- PROBLEM DETAILS:
Check each line of the entries for "غربی" and report the ones that have it.

[Collected data entries]
-.-.-

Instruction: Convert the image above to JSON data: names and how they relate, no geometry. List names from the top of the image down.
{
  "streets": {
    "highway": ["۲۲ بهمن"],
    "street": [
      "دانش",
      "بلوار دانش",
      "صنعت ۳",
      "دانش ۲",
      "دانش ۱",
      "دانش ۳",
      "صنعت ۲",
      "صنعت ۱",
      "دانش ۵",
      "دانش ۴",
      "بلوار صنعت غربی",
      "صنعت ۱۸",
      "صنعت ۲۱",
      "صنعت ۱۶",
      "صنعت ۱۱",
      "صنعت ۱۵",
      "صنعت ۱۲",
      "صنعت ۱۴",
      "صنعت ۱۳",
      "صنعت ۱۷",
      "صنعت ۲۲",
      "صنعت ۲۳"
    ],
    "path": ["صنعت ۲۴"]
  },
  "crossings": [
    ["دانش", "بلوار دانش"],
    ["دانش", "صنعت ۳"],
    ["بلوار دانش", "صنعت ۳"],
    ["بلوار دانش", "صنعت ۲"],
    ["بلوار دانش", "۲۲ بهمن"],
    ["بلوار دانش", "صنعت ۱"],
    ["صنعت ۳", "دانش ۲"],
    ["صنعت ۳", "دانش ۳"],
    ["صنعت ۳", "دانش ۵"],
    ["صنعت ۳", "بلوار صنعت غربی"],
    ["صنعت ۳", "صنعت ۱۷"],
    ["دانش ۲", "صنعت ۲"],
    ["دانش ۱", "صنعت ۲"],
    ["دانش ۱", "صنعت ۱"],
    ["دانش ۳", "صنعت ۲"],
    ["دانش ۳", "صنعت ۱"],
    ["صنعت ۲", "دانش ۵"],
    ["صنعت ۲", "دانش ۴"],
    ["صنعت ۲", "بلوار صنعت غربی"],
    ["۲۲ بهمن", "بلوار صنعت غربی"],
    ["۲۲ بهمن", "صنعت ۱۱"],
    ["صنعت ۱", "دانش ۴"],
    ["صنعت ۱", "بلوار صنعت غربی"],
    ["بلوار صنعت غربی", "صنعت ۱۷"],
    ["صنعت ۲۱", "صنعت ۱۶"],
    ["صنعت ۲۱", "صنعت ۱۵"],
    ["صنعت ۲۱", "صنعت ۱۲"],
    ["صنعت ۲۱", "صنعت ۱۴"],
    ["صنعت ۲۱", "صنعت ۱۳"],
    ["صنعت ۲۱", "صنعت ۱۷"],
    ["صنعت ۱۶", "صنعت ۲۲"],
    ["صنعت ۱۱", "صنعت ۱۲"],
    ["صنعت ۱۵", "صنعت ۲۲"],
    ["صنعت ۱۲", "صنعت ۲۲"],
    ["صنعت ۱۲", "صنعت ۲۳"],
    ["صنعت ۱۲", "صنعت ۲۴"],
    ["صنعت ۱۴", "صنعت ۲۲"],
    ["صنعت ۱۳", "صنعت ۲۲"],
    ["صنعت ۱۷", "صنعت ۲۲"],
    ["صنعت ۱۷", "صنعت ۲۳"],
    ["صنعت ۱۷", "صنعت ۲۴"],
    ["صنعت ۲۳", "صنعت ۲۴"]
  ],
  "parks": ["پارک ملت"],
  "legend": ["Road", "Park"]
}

-.-.-

- ANSWER BOX:
      "بلوار صنعت غربی",
    ["صنعت ۳", "بلوار صنعت غربی"],
    ["صنعت ۲", "بلوار صنعت غربی"],
    ["۲۲ بهمن", "بلوار صنعت غربی"],
    ["صنعت ۱", "بلوار صنعت غربی"],
    ["بلوار صنعت غربی", "صنعت ۱۷"],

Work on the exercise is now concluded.